Fils de Fernand Schreurs, André Schreurs est né dans le
Mouvement wallon et dans l’amour de la France. L’éducation
familiale, la lecture de journaux français et des ouvrages
d’Albert du Bois, les personnalités de Jules Destrée, de Georges
Truffaut et de l’abbé Mahieu, de Charles Péguy et du général de
Gaulle influencent le jeune Schreurs qui voit sa jeunesse
bouleversée par la guerre. En février 1942, il décide avec
Pierre Bertrand, Christian Grafé, Jean Petit et Paul Dehousse,
tous étudiants à l’Athénée de Liège, de fonder un mouvement
clandestin destiné à toucher l’enseignement secondaire : Les
Lycéens wallons. Ils reprennent en fait le nom porté en 1919
déjà par leurs aînés. Leur première action consiste à distribuer
La Wallonie libre, La Meuse ainsi que Sambre et
Meuse dans les écoles liégeoises. Ils diffusent aussi Le
Monde du Travail et L’Espoir. Par la suite, André
Schreurs sera aussi le répartiteur des journaux Wallonie
libre éd de l’Est, Jeune Revue wallonne, Jeune
Wallonie, éditions déposées chez ses parents. André Schreurs
et Jean Petit sont particulièrement actifs.
Après quelques tracts publiés de façon indépendante en 1942, Les
Lycéens wallons font paraître un clandestin, La Jeune Revue
wallonne, dès le 1er avril 1943. En septembre,
André Schreurs, qui faisait partie du comité de rédaction de
Sambre et Meuse, est le directeur et rédacteur en chef de
Jeune Wallonie organe des Jeunesses estudiantines wallonnes.

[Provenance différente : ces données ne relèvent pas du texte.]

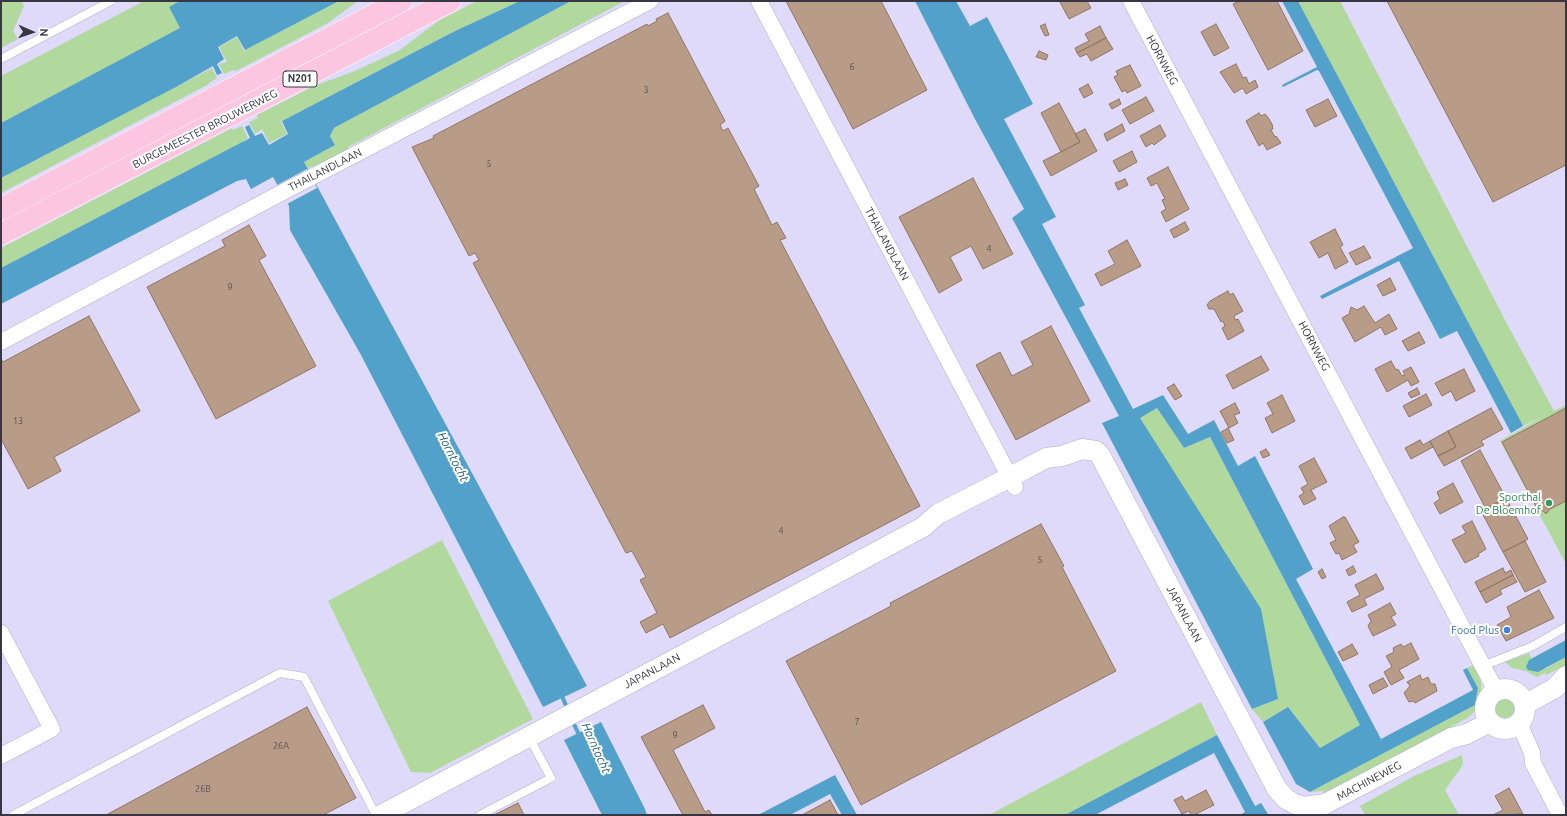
<!DOCTYPE html>
<style>
body{margin:0}
#map{position:relative;width:1567px;height:816px;overflow:hidden;background:#dfd9fa;font-family:Ubuntu,sans-serif}
canvas{display:block}
.frame{position:absolute;inset:0;border:2px solid #393643;pointer-events:none}
.north{position:absolute;left:12px;top:12px;width:40px;height:40px;-webkit-text-stroke:3px #fff;paint-order:stroke;rotate:92deg;font-size:11px;font-weight:700;line-height:16px;text-align:center;color:#393643}
.north::after{content:'';display:block;margin:auto;width:14px;height:18px;background:#393643;clip-path:polygon(50% 0,100% 100%,50% 72%,0 100%)}
</style>
<div id="map">
<canvas width="1567" height="816"></canvas>
<div class="frame"></div>
<div class="north">N</div>
</div>
<script>
const g = document.querySelector('canvas').getContext('2d');
g.lineJoin = 'round';
function fillPath(path, color) {
  g.fillStyle = color;
  g.fill(path, 'evenodd');
}
function toPath(rows) {
  const path = new Path2D();
  for (const r of rows) {
    if (r.length === 3) {
      path.moveTo(r[0] + r[2], r[1]);
      path.arc(r[0], r[1], r[2], 0, 2 * Math.PI);
      continue;
    }
    path.moveTo(r[0], r[1]);
    for (let i = 2; i < r.length; i += 2) path.lineTo(r[i], r[i + 1]);
  }
  return path;
}
function strokePath(path, color, width, dash) {
  g.strokeStyle = color;
  g.lineWidth = width;
  g.lineCap = dash ? 'butt' : 'round';
  g.setLineDash(dash || []);
  g.stroke(path);
}
function write(font, color, halo, rows, align = 'center') {
  g.font = font + ' Ubuntu,sans-serif';
  g.lineWidth = 4;
  g.setLineDash([]);
  g.textBaseline = 'middle';
  g.strokeStyle = halo;
  g.fillStyle = color;
  for (const [text, x, y, turn = 0] of rows) {
    g.save();
    g.translate(x, y);
    g.rotate((+turn || 0) * Math.PI / 180);
    g.textAlign = isNaN(turn) ? turn : align;
    if (halo) g.strokeText(text, 0, 0);
    g.fillText(text, 0, 0);
    g.restore();
  }
}
fillPath(toPath([
 [1,1,22,1,24,6,13,31,18,39,1,48],
 [144,1,180,1,169,7,181,28,1,123,1,76],
 [339,1,358,1,328,23,236,71,233,70,224,74,219,64,227,62,219,47,237,37,245,53,245,50],
 [477,1,520,1,455,31,282,121,280,119,287,134,269,143,262,129,255,134,249,122,258,118,257,115,314,86,355,71,400,50,438,21],
 [571,1,625,1,348,147,348,149,313,168,312,166,307,169,304,162,335,145,330,136,334,128],
 [1298,1,1340,1,1505,320,1554,411,1566,405,1566,564,1500,441,1542,417,1523,426],
 [212,68,217,78,209,83,209,84,1,193,1,178],
 [242,126,248,138,243,141,243,142,1,268,1,248,232,128,233,130],
 [1157,408,1184,448,1210,437,1360,725,1320,748,1288,707,1263,722,1252,709,1278,699,1139,418],
 [442,540,533,719,430,773,411,772,328,601],
 [1529,653,1532,659,1526,667,1528,670,1545,669,1566,657,1566,665,1546,675,1545,673,1537,677,1526,671,1512,668,1505,662],
 [1474,665,1481,681,1481,695,1476,710,1469,717,1438,734,1324,794,1323,791,1310,792,1475,705,1478,688,1467,668],
 [1505,708,10],
 [1201,702,1217,735,1065,815,989,815],
 [1462,755,1463,763,1461,768,1445,790,1459,815,1365,815,1360,806,1414,776]
]), '#b1d99e');
fillPath(toPath([
 [180,1,339,1,245,50,237,36,218,47,224,59,217,64,222,73,217,75,213,66,176,87,1,178,1,123,180,28,169,7],
 [520,1,571,1,334,128,330,136,335,145,304,162,587,686,543,707,361,355,290,230,289,206,273,177,251,189,246,179,237,181,1,304,1,268,250,138,245,127,249,125,255,136,262,133,269,145,288,134,282,121,455,31],
 [915,1,956,1,970,26,987,17,1033,104,1004,119,1056,217,1042,224,1085,305,1079,308,1133,409,1163,395,1188,434,1214,420,1238,466,1255,456,1313,569,1296,579,1381,739,1473,690,1463,670,1467,668,1478,688,1475,705,1310,792,1296,784,1263,722,1288,707,1320,748,1360,725,1210,437,1184,448,1157,408,1140,418,1261,609,1278,699,1252,709,1102,423,1119,416,1012,218,1024,209,976,121],
 [1282,1,1298,1,1520,420,1523,426,1511,433,1457,331,1440,339,1399,261,1322,299,1320,296,1413,248,1319,71,1317,70,1283,87,1282,85,1317,67],
 [1566,640,1566,657,1538,672,1528,670,1526,667,1529,660],
 [601,722,645,809,647,815,602,815,564,740],
 [1217,735,1255,806,1261,803,1268,814,1240,815,1245,812,1214,753,1095,815,1065,815],
 [835,775,857,815,842,815,830,794,790,815,758,815]
]), '#52a1ca');
fillPath(toPath([
 [307,169,317,188,287,204,277,185]
]), '#dfd9fa');
strokePath(toPath([
 [561,694,568,710],
 [572,720,580,737]
]), '#52a1ca', 4);
const building = toPath([
 [786,1,881,1,927,90,853,129,786,1],
 [1063,1,1087,1,1091,8,1069,19,1060,2,1063,1],
 [1240,1,1277,1,1303,51,1268,70,1233,4,1240,1],
 [1387,1,1566,1,1566,165,1493,202,1387,1],
 [668,13,725,121,720,125,723,131,728,128,759,186,754,189,772,225,777,222,786,238,780,240,920,506,670,638,663,624,646,633,640,622,657,613,640,580,646,577,632,551,626,553,473,263,479,260,475,253,469,256,412,147,434,138,433,136,647,24,648,26,657,21,656,19,668,13],
 [1045,24,1049,35,1045,36,1040,26,1045,24],
 [1216,24,1229,48,1214,56,1201,32,1216,24],
 [1100,26,1106,38,1077,53,1075,48,1089,41,1085,34,1100,26],
 [1106,38,1113,49,1091,61,1087,54,1080,57,1077,53,1106,38],
 [1039,51,1048,55,1046,60,1036,57,1039,51],
 [1236,64,1243,78,1246,77,1249,84,1255,80,1258,87,1246,94,1243,88,1234,93,1220,72,1236,64],
 [1130,65,1141,86,1127,93,1126,90,1122,92,1114,77,1118,75,1116,71,1130,65],
 [1088,84,1093,93,1084,98,1079,89,1088,84],
 [1146,97,1154,111,1130,124,1122,110,1146,97],
 [1119,99,1121,104,1112,109,1109,104,1119,99],
 [1328,99,1337,116,1315,127,1306,110,1328,99],
 [1059,103,1080,142,1061,152,1041,113,1059,103],
 [1259,113,1261,116,1265,114,1267,116,1272,124,1273,129,1271,130,1275,137,1276,136,1281,143,1267,150,1263,143,1259,146,1246,121,1259,113],
 [1122,124,1125,131,1107,141,1104,134,1122,124],
 [1160,125,1166,136,1154,145,1152,143,1146,147,1140,136,1160,125],
 [1085,129,1097,151,1051,176,1043,161,1080,142,1075,134,1085,129],
 [1132,151,1137,162,1119,172,1113,161,1132,151],
 [1168,167,1189,209,1166,222,1161,212,1166,209,1162,200,1165,199,1157,183,1151,186,1147,178,1168,167],
 [973,178,1013,254,983,269,971,246,950,257,962,280,939,293,899,217,973,178],
 [1125,179,1128,185,1118,190,1115,183,1125,179],
 [1185,222,1189,230,1174,238,1170,230,1185,222],
 [249,225,266,256,259,260,316,366,216,419,147,287,225,246,222,240,249,225],
 [1335,229,1343,245,1340,247,1348,262,1335,269,1328,253,1319,258,1310,242,1335,229],
 [1127,240,1141,266,1101,286,1095,274,1115,264,1108,251,1127,240],
 [1364,246,1371,258,1356,265,1349,253,1364,246],
 [1390,278,1396,290,1383,296,1377,285,1390,278],
 [1228,291,1230,295,1233,293,1243,311,1234,316,1235,320,1238,319,1244,331,1228,340,1222,328,1225,326,1223,321,1221,322,1214,309,1209,309,1207,305,1210,301,1228,291],
 [1364,306,1375,323,1389,314,1397,329,1385,335,1381,327,1355,342,1342,318,1349,314,1351,307,1357,310,1364,306],
 [89,316,140,411,54,457,61,471,28,489,1,439,1,359,3,362,89,316],
 [1051,326,1090,401,1016,440,976,365,1000,352,1012,376,1033,365,1021,342,1051,326],
 [1419,332,1425,343,1408,351,1402,341,1419,332],
 [1261,356,1269,370,1233,389,1226,375,1261,356],
 [1391,361,1396,370,1398,369,1402,376,1405,375,1403,371,1411,367,1419,382,1411,386,1408,380,1387,392,1375,369,1391,361],
 [1464,369,1475,391,1456,401,1451,391,1442,396,1435,383,1464,369],
 [1174,384,1182,396,1175,400,1167,388,1174,384],
 [1417,388,1420,394,1411,398,1408,393,1417,388],
 [1426,394,1432,405,1409,417,1403,406,1426,394],
 [1282,395,1295,421,1272,433,1265,418,1273,414,1267,403,1282,395],
 [1235,403,1240,413,1234,415,1238,423,1229,428,1220,411,1235,403],
 [1491,408,1503,429,1481,441,1484,445,1444,466,1438,456,1456,447,1448,431,1491,408],
 [1566,408,1566,501,1550,509,1546,514,1542,510,1539,512,1502,442,1566,408],
 [1228,428,1234,440,1227,443,1221,432,1228,428],
 [1448,431,1456,447,1438,456,1430,441,1448,431],
 [1420,440,1423,445,1430,441,1433,447,1411,459,1405,448,1420,440],
 [1266,449,1270,455,1263,458,1260,452,1266,449],
 [1480,450,1506,498,1486,509,1461,461,1480,450],
 [1314,458,1327,482,1311,490,1316,499,1304,505,1299,496,1304,493,1301,488,1308,484,1299,466,1314,458],
 [1453,483,1463,502,1440,514,1434,503,1440,499,1437,492,1453,483],
 [1506,498,1528,539,1503,552,1481,511,1506,498],
 [1343,517,1345,517,1359,542,1353,545,1357,552,1342,560,1339,553,1336,554,1330,543,1336,540,1329,526,1343,517],
 [1472,521,1486,549,1478,554,1479,556,1465,563,1452,540,1466,533,1462,526,1472,521],
 [1041,524,1064,566,1062,567,1116,671,861,805,786,661,891,606,890,603,1041,524],
 [1525,541,1546,582,1525,592,1503,552,1525,541],
 [1353,566,1356,572,1349,576,1346,570,1353,566],
 [1503,568,1505,573,1511,570,1513,575,1480,592,1475,582,1503,568],
 [1322,569,1326,577,1322,579,1318,572,1322,569],
 [1376,574,1384,589,1364,599,1367,605,1352,612,1347,602,1360,595,1355,585,1376,574],
 [1513,575,1517,582,1500,590,1502,594,1486,603,1480,592,1513,575],
 [1539,590,1554,618,1506,641,1497,625,1511,617,1507,607,1539,590],
 [1390,603,1396,614,1391,617,1396,625,1373,636,1368,626,1371,621,1368,615,1390,603],
 [1411,643,1419,659,1399,670,1404,678,1391,685,1384,672,1392,667,1386,656,1394,652,1393,648,1401,644,1403,647,1411,643],
 [1352,644,1358,654,1343,661,1338,652,1352,644],
 [1420,675,1422,680,1428,677,1431,684,1435,684,1437,691,1415,703,1414,701,1409,702,1404,693,1410,686,1407,682,1420,675],
 [1383,678,1388,686,1373,694,1369,685,1383,678],
 [703,705,715,728,673,750,705,812,709,810,712,815,683,815,641,737,703,705],
 [307,707,356,798,323,815,106,815,307,707],
 [1509,788,1523,814,1493,815,1503,810,1495,796,1509,788],
 [1206,790,1214,805,1194,815,1191,815,1189,811,1182,814,1174,800,1182,796,1185,801,1206,790],
 [830,800,838,815,802,815,830,800],
 [518,803,524,815,494,815,518,803]
]);
fillPath(building, '#b99c88');
strokePath(building, '#907561', 1);
const service = toPath([
 [1,59,111,1],
 [1483,666,1533,646,1566,627],
 [13,815,280,673,304,677,376,815],
 [480,815,551,778,529,737]
]);
const minor = toPath([
 [759,1,1015,487],
 [1131,1,1496,691],
 [1,342,281,193,650,1],
 [1,633,52,729,1,756],
 [1519,723,1532,753,1533,763,1560,815]
]);
const tertiary = toPath([
 [1505,709,20],
 [1524,705,1555,688,1566,676],
 [381,815,798,594,923,527,938,514,1010,477,1046,458,1062,456,1082,449,1096,451,1100,455,1277,789,1286,799,1295,804,1304,807,1325,804,1451,738,1467,734,1490,722]
]);
const trunk = toPath([
 [1,209,401,1],
 [1,234,450,1]
]);
strokePath(service, '#b2adcc', 9);
strokePath(minor, '#b2adcc', 17);
strokePath(tertiary, '#b2adcc', 21);
strokePath(trunk, '#fff', 23);
strokePath(service, '#fff', 8);
strokePath(minor, '#fff', 16);
strokePath(tertiary, '#fff', 20);
strokePath(trunk, '#fcc6e0', 22);
for (const [x, y, r, color] of [
 [1549,503,4,"#2e9e5b"],
 [1507,630,4,"#3f7fe0"]
]) {
  const dot = new Path2D();
  dot.arc(x, y, r, 0, 2 * Math.PI);
  g.fillStyle = color;
  g.fill(dot);
  strokePath(dot, '#fff', 1.5);
}
write('9px', '#595054', null, [
 ["6",852,67],
 ["3",646,90],
 ["5",489,164],
 ["4",989,249],
 ["9",230,287],
 ["13",18,421],
 ["4",781,531],
 ["5",1040,560],
 ["7",857,722],
 ["9",675,735],
 ["26A",281,746],
 ["26B",203,789]
]);
for (const [x, y, w] of [
 [300,79,34]
]) {
  const box = new Path2D();
  box.roundRect(x - w / 2, y - 8, w, 16, 3);
  g.fillStyle = '#fff';
  g.fill(box);
  strokePath(box, '#393643', 1);
}
write('bold 10px', '#393643', null, [
 ["N201",300,79]
]);
write('11px', '#393643', '#fff', [
 ["HORNWEG",1162,60,62],
 ["BURGEMEESTER BROUWERWEG",205,129,-27],
 ["THAILANDLAAN",325,170,-27],
 ["THAILANDLAAN",887,244,62],
 ["HORNWEG",1314,346,62],
 ["JAPANLAAN",1184,614,62],
 ["JAPANLAAN",652,671,-28],
 ["MACHINEWEG",1369,781,-28]
]);
write('11px', '#27864d', '#fff', [
 ["Sporthal",1541,497],
 ["De Bloemhof",1541,510]
], 'right');
write('11px', '#366cbe', '#fff', [
 ["Food Plus",1499,630]
], 'right');
write('italic 12px', '#1a5774', '#fff', [
 ["Horntocht",453,457,63],
 ["Horntocht",596,748,66]
]);
</script>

Celles-ci, affiliées au mouvement Wallonie libre puis, plus
tard, au Front de l’Indépendance, sous le nom de Brigade FI
Jeune Wallonie, revendiquent la déchéance de Léopold III, la
séparation nette de la Flandre et de la Wallonie, la
constitution d’une Wallonie indépendante, la conclusion
d’accords avec la France, l’abolition de la dictature. Le
dernier exemplaire clandestin de Jeune Wallonie sort en
avril 1944. Fondateur et directeur des journaux Jeune Revue
wallonne, Jeune Wallonie dont il fut rédacteur en
chef et rédacteur régulier, André Schreurs est aussi l’auteur
d’articles réguliers pour Wallonie libre éd de l’Est,
occasionnellement pour Sambre et Meuse, et ce pour la
période comprise entre le 1er février 1942 et le 18
mai 1944, date où il doit se réfugier dans la clandestinité
parce que recherché.
Avec d’autres membres de Jeune Wallonie ou de Wallonie libre,
André Schreurs mène une action de résistance originale en
installant des piquets de garde aux alentours de la
Werbestelle. Guettant l’arrivée de jeunes, inconscients des
conséquences d’un engagement, il leur expliquait les dangers de
leur démarche. Au sein de Jeune Wallonie, il apporte aussi une
aide aux jeunes réfractaires au travail en Allemagne, fournit de
fausses pièces d’identité, récolte des fonds, fournit des
renseignements, contribue à l’hébergement et à l’accompagnement
de prisonniers français évadés. En mai 1944, Schreurs et Petit
prennent le maquis. Revenu à Liège, Schreurs est arrêté le 27
juin par la Feldgendarmerie en possession de journaux
clandestins et d’une liste destinée à un Service de
Renseignement français ; la liste contenait les noms de membres
de son groupe entremêlés avec les noms de collaborateurs avec
l’ennemi. Interrogé par les Allemands, Schreurs prétendra que la
liste est celle des membres de la « Petite Académie », groupe
littéraire fonctionnant à l’Athénée de Liège. Schreurs était
aussi porteur de plusieurs coqs, en métal et en papier ; les
Allemands pensaient y voir les signes de reconnaissance du Front
de l'Indépendance. Accusé d’espionnage, de résistance et de
distribution de journaux clandestins, A. Schreurs est interné à
la prison Saint-Léonard jusqu’au 8 août. À peine libéré, il
rejoint son groupe et assure des transports d’armes et des
missions par courrier. Au sein du Front de l'Indépendance, il
est sous les ordres de John Heuss. En 1952, André Schreurs
recevra la Croix de Guerre 40-45 avec palme et la Croix du
Prisonnier politique pour ses actes de résistance. Résistant
armé reconnu du 1er février 1942 au 14 octobre 1944,
résistant par la presse clandestine pour la période du 1er
février 1942 au 18 mai 1944, il est reconnu Prisonnier politique
(du 27 juin 1944 au 8 août 1944). Pour avoir hébergé un
prisonnier évadé (du 24 octobre 1943 au 1er novembre
1943), pour avoir constitué un petit groupe de jeunes récoltant
des fonds, fournissant des cartes d’identité et des timbres de
ravitaillement, groupe dont il était le responsable, André
Schreurs se voit aussi attribuer le statut de résistant civil
pour la période du 1er janvier 1943 au 1er
janvier 1944.
Après la Libération, le président de Jeune Wallonie (1943-1947)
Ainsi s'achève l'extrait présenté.